■ Prompt: Wherever the string "they" occurs in a line of these records, report that line.

┌─ Given data

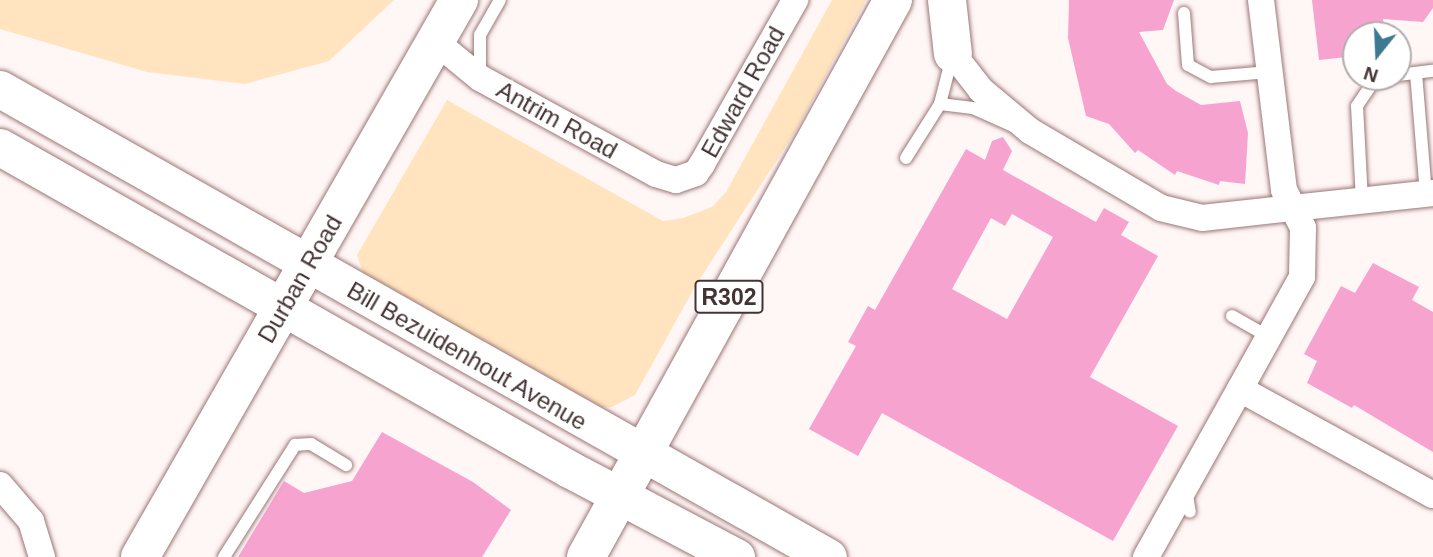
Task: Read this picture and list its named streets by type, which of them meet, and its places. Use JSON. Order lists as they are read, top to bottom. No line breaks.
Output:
{"streets":{"main road":["Durban Road","R302","Bill Bezuidenhout Avenue"],"street":["Edward Road","Antrim Road"]},"crossings":[["Edward Road","Antrim Road"],["Antrim Road","Durban Road"],["Durban Road","Bill Bezuidenhout Avenue"],["R302","Bill Bezuidenhout Avenue"]],"north":"bottom"}
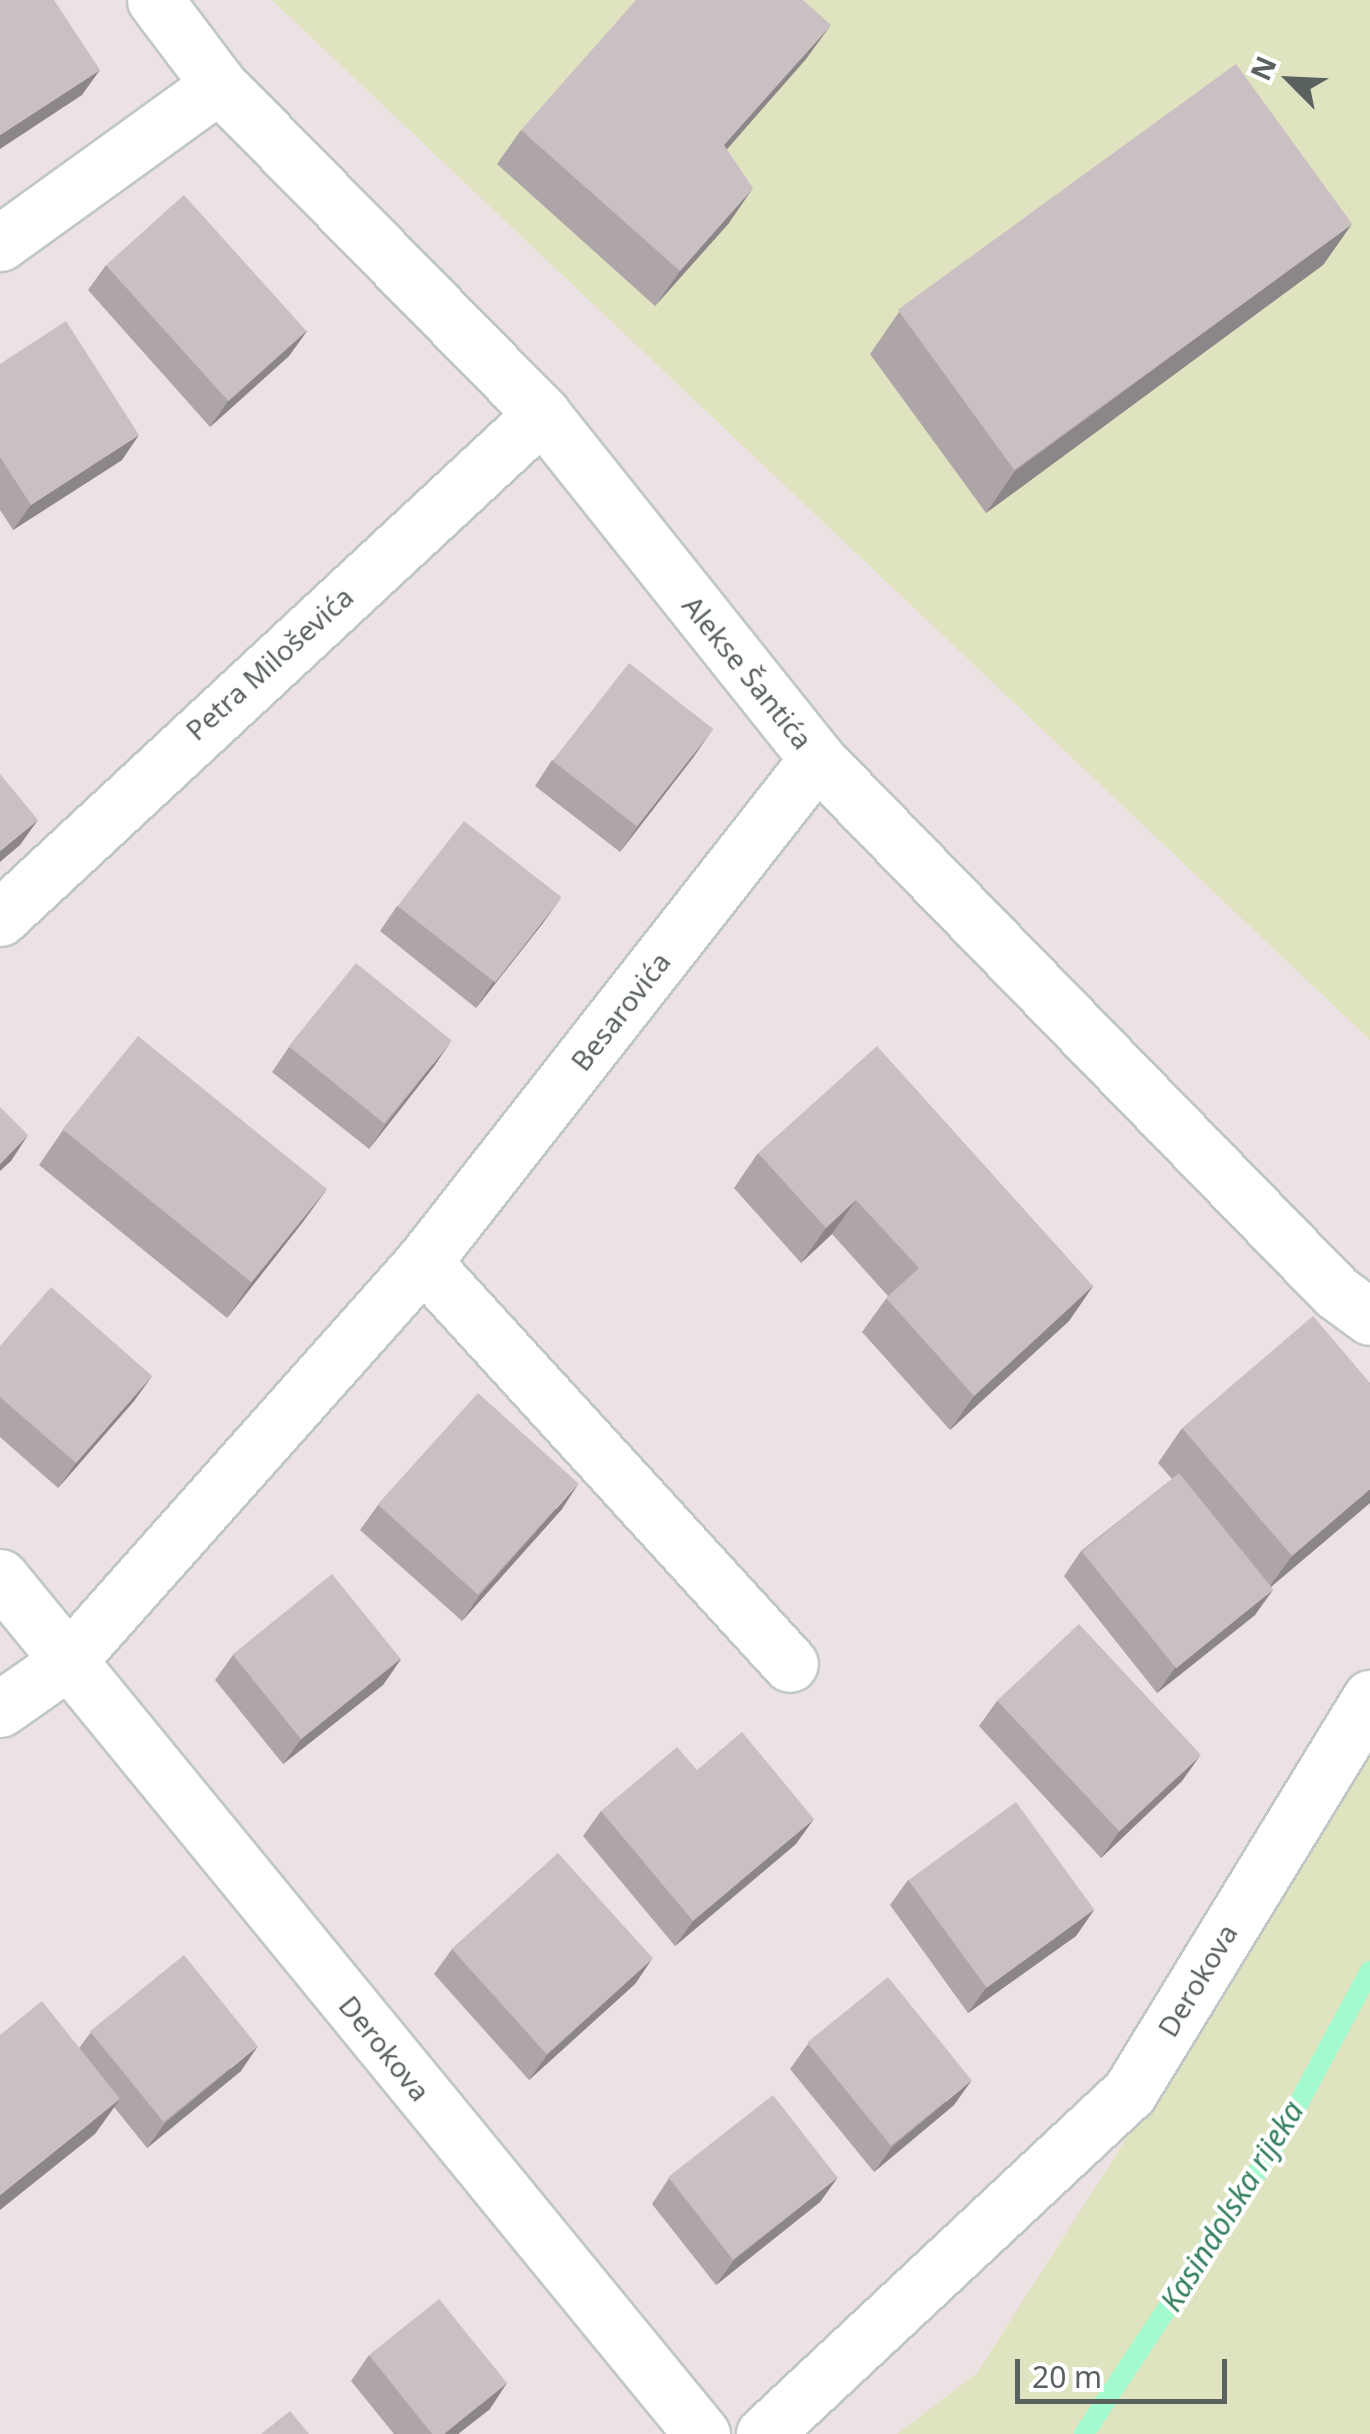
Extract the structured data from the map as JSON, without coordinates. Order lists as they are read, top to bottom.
{
  "streets": {
    "street": [
      "Petra Miloševića",
      "Alekse Šantića",
      "Besarovića",
      "Derokova"
    ]
  },
  "crossings": [
    ["Petra Miloševića", "Alekse Šantića"],
    ["Alekse Šantića", "Besarovića"],
    ["Besarovića", "Derokova"]
  ],
  "water": ["Kasindolska rijeka"],
  "scale_bar": "20 m",
  "north": "top left"
}
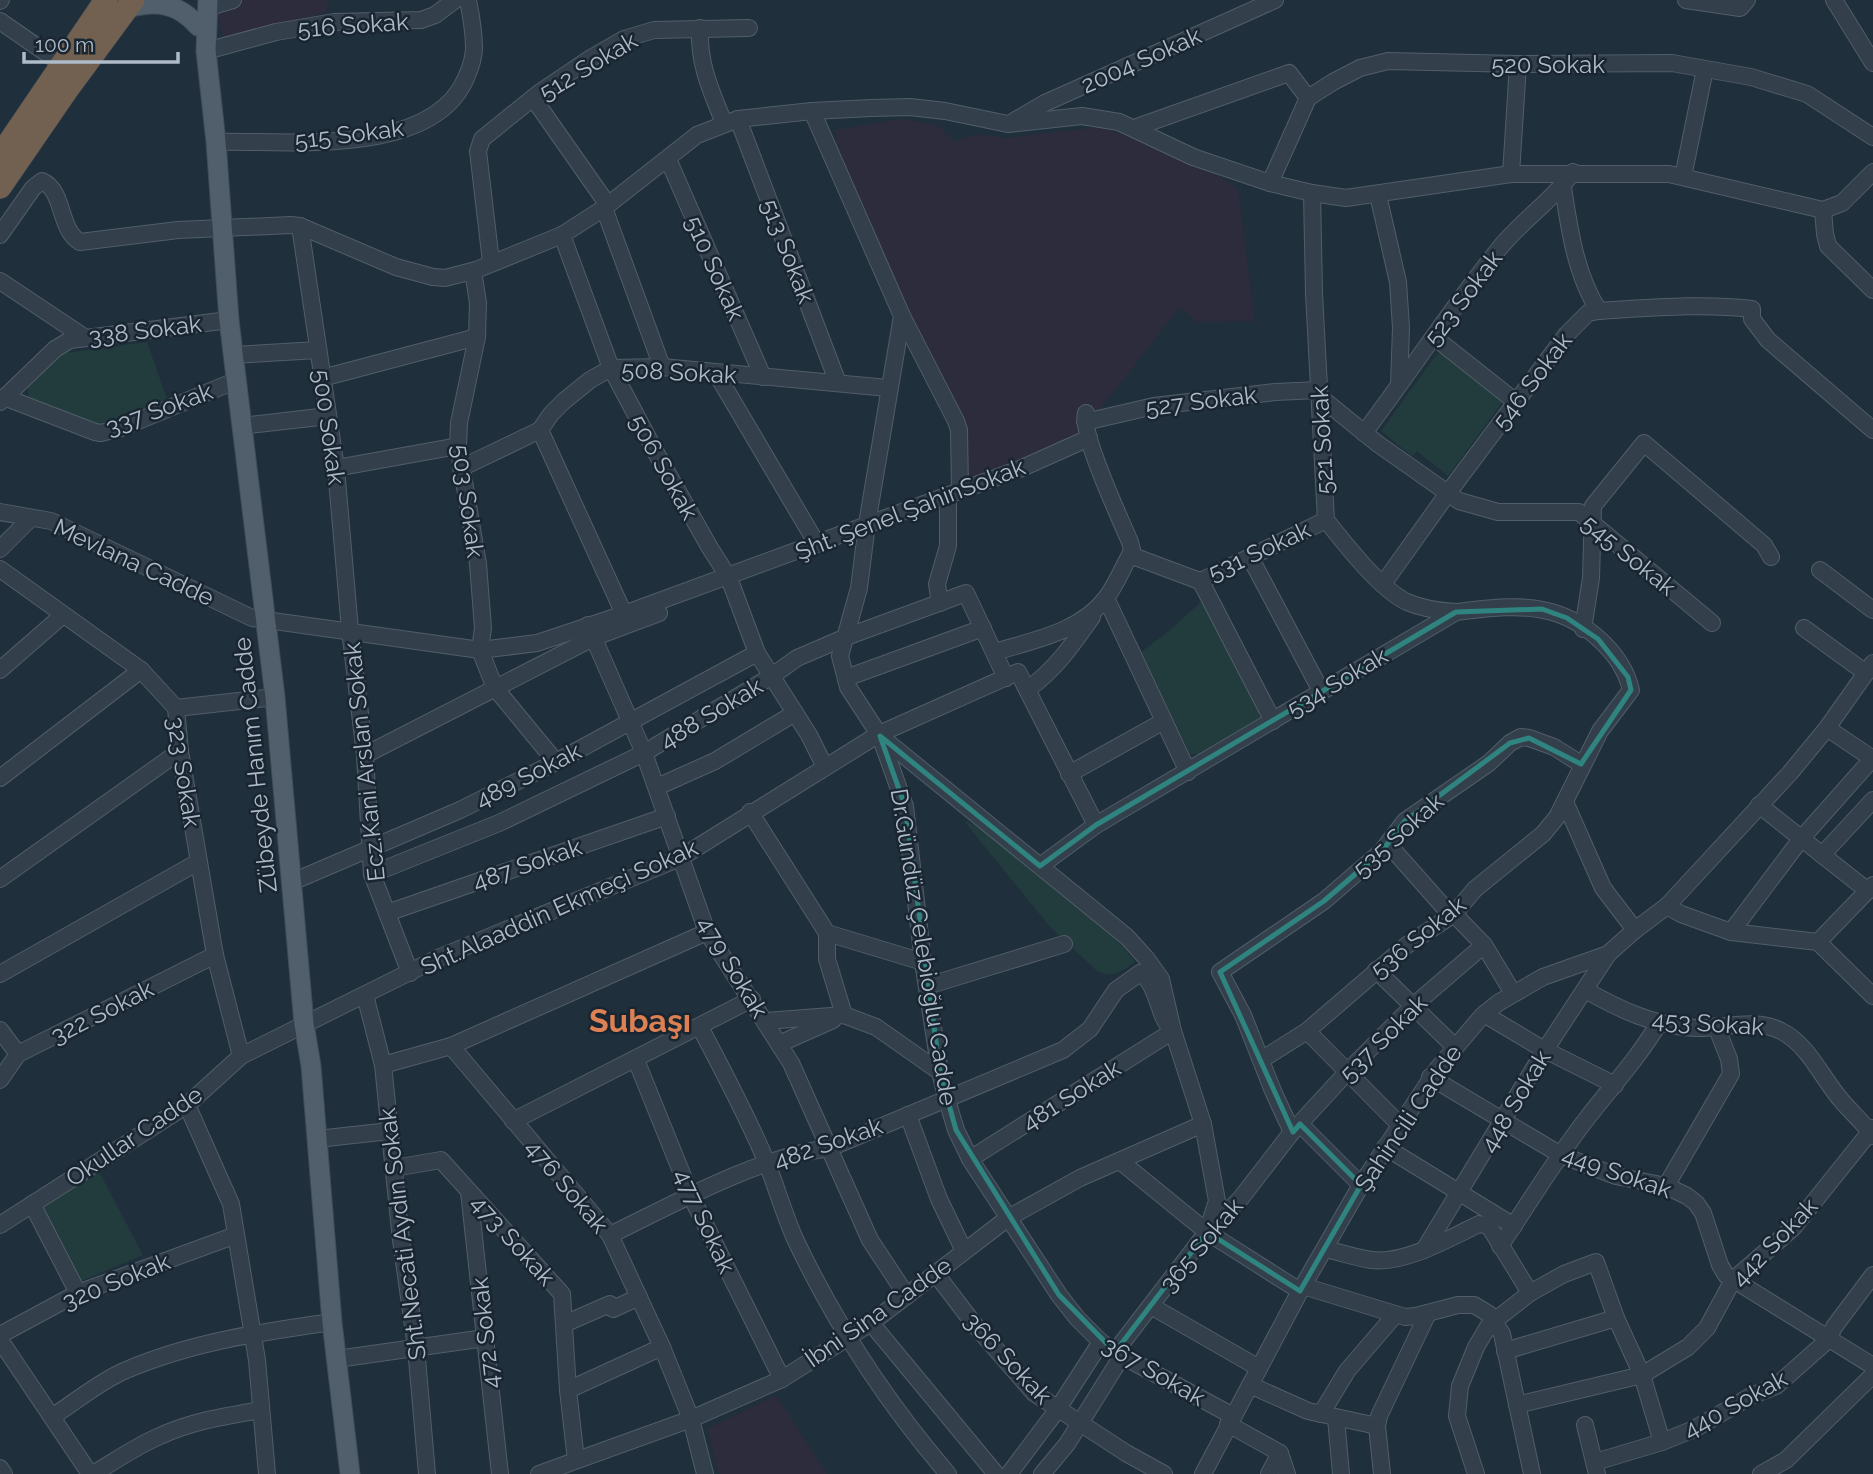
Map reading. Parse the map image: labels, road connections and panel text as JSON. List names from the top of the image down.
{
  "streets": {
    "main road": ["Zübeyde Hanım Cadde"],
    "street": [
      "516 Sokak",
      "2004 Sokak",
      "520 Sokak",
      "512 Sokak",
      "515 Sokak",
      "513 Sokak",
      "510 Sokak",
      "523 Sokak",
      "338 Sokak",
      "508 Sokak",
      "546 Sokak",
      "527 Sokak",
      "337 Sokak",
      "500 Sokak",
      "521 Sokak",
      "506 Sokak",
      "503 Sokak",
      "Şht. Şenel ŞahinSokak",
      "531 Sokak",
      "545 Sokak",
      "Mevlana Cadde",
      "534 Sokak",
      "488 Sokak",
      "Ecz.Kani Arslan Sokak",
      "323 Sokak",
      "489 Sokak",
      "535 Sokak",
      "487 Sokak",
      "Sht.Alaaddin Ekmeçi Sokak",
      "536 Sokak",
      "Dr.Gündüz Çelebioğlu Cadde",
      "479 Sokak",
      "322 Sokak",
      "453 Sokak",
      "537 Sokak",
      "481 Sokak",
      "448 Sokak",
      "Şahincili Cadde",
      "Okullar Cadde",
      "482 Sokak",
      "449 Sokak",
      "476 Sokak",
      "477 Sokak",
      "Sht.Necati Aydın Sokak",
      "473 Sokak",
      "442 Sokak",
      "365 Sokak",
      "320 Sokak",
      "İbni Sina Cadde",
      "472 Sokak",
      "366 Sokak",
      "367 Sokak",
      "440 Sokak"
    ]
  },
  "crossings": [
    ["516 Sokak", "Zübeyde Hanım Cadde"],
    ["512 Sokak", "513 Sokak"],
    ["515 Sokak", "Zübeyde Hanım Cadde"],
    ["513 Sokak", "508 Sokak"],
    ["510 Sokak", "508 Sokak"],
    ["523 Sokak", "545 Sokak"],
    ["338 Sokak", "337 Sokak"],
    ["338 Sokak", "Zübeyde Hanım Cadde"],
    ["508 Sokak", "506 Sokak"],
    ["508 Sokak", "503 Sokak"],
    ["508 Sokak", "Dr.Gündüz Çelebioğlu Cadde"],
    ["546 Sokak", "521 Sokak"],
    ["546 Sokak", "545 Sokak"],
    ["527 Sokak", "521 Sokak"],
    ["527 Sokak", "Şht. Şenel ŞahinSokak"],
    ["527 Sokak", "545 Sokak"],
    ["337 Sokak", "Zübeyde Hanım Cadde"],
    ["500 Sokak", "Şht. Şenel ŞahinSokak"],
    ["500 Sokak", "Ecz.Kani Arslan Sokak"],
    ["521 Sokak", "531 Sokak"],
    ["521 Sokak", "545 Sokak"],
    ["521 Sokak", "534 Sokak"],
    ["506 Sokak", "Şht. Şenel ŞahinSokak"],
    ["506 Sokak", "488 Sokak"],
    ["506 Sokak", "489 Sokak"],
    ["506 Sokak", "Sht.Alaaddin Ekmeçi Sokak"],
    ["503 Sokak", "Şht. Şenel ŞahinSokak"],
    ["Şht. Şenel ŞahinSokak", "Mevlana Cadde"],
    ["Şht. Şenel ŞahinSokak", "Ecz.Kani Arslan Sokak"],
    ["Şht. Şenel ŞahinSokak", "Zübeyde Hanım Cadde"],
    ["Şht. Şenel ŞahinSokak", "Dr.Gündüz Çelebioğlu Cadde"],
    ["Şht. Şenel ŞahinSokak", "479 Sokak"],
    ["Mevlana Cadde", "Zübeyde Hanım Cadde"],
    ["534 Sokak", "488 Sokak"],
    ["534 Sokak", "536 Sokak"],
    ["488 Sokak", "Ecz.Kani Arslan Sokak"],
    ["488 Sokak", "Sht.Alaaddin Ekmeçi Sokak"],
    ["488 Sokak", "Dr.Gündüz Çelebioğlu Cadde"],
    ["488 Sokak", "479 Sokak"],
    ["Ecz.Kani Arslan Sokak", "489 Sokak"],
    ["Ecz.Kani Arslan Sokak", "487 Sokak"],
    ["Ecz.Kani Arslan Sokak", "Sht.Alaaddin Ekmeçi Sokak"],
    ["Zübeyde Hanım Cadde", "489 Sokak"],
    ["Zübeyde Hanım Cadde", "Sht.Alaaddin Ekmeçi Sokak"],
    ["Zübeyde Hanım Cadde", "Okullar Cadde"],
    ["323 Sokak", "322 Sokak"],
    ["323 Sokak", "Okullar Cadde"],
    ["489 Sokak", "479 Sokak"],
    ["535 Sokak", "536 Sokak"],
    ["487 Sokak", "479 Sokak"],
    ["Sht.Alaaddin Ekmeçi Sokak", "Dr.Gündüz Çelebioğlu Cadde"],
    ["Sht.Alaaddin Ekmeçi Sokak", "479 Sokak"],
    ["Sht.Alaaddin Ekmeçi Sokak", "Okullar Cadde"],
    ["Sht.Alaaddin Ekmeçi Sokak", "Sht.Necati Aydın Sokak"],
    ["Dr.Gündüz Çelebioğlu Cadde", "481 Sokak"],
    ["Dr.Gündüz Çelebioğlu Cadde", "482 Sokak"],
    ["Dr.Gündüz Çelebioğlu Cadde", "İbni Sina Cadde"],
    ["Dr.Gündüz Çelebioğlu Cadde", "367 Sokak"],
    ["479 Sokak", "482 Sokak"],
    ["479 Sokak", "İbni Sina Cadde"],
    ["453 Sokak", "448 Sokak"],
    ["453 Sokak", "442 Sokak"],
    ["537 Sokak", "365 Sokak"],
    ["481 Sokak", "482 Sokak"],
    ["448 Sokak", "Şahincili Cadde"],
    ["448 Sokak", "449 Sokak"],
    ["Şahincili Cadde", "449 Sokak"],
    ["Şahincili Cadde", "367 Sokak"],
    ["482 Sokak", "476 Sokak"],
    ["482 Sokak", "477 Sokak"],
    ["449 Sokak", "442 Sokak"],
    ["449 Sokak", "440 Sokak"],
    ["476 Sokak", "İbni Sina Cadde"],
    ["477 Sokak", "İbni Sina Cadde"],
    ["Sht.Necati Aydın Sokak", "473 Sokak"],
    ["473 Sokak", "İbni Sina Cadde"],
    ["473 Sokak", "472 Sokak"],
    ["365 Sokak", "366 Sokak"],
    ["365 Sokak", "367 Sokak"],
    ["İbni Sina Cadde", "366 Sokak"],
    ["İbni Sina Cadde", "367 Sokak"]
  ],
  "districts": ["Subaşı"],
  "scale_bar": "100 m"
}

└─

■ Output for this exercise:
Task: Read this picture and list its named streets by type, which of them meet, and its places. Use JSON. Order lists as they are read, top to bottom. No line breaks.
Extract the structured data from the map as JSON, without coordinates. Order lists as they are read, top to bottom.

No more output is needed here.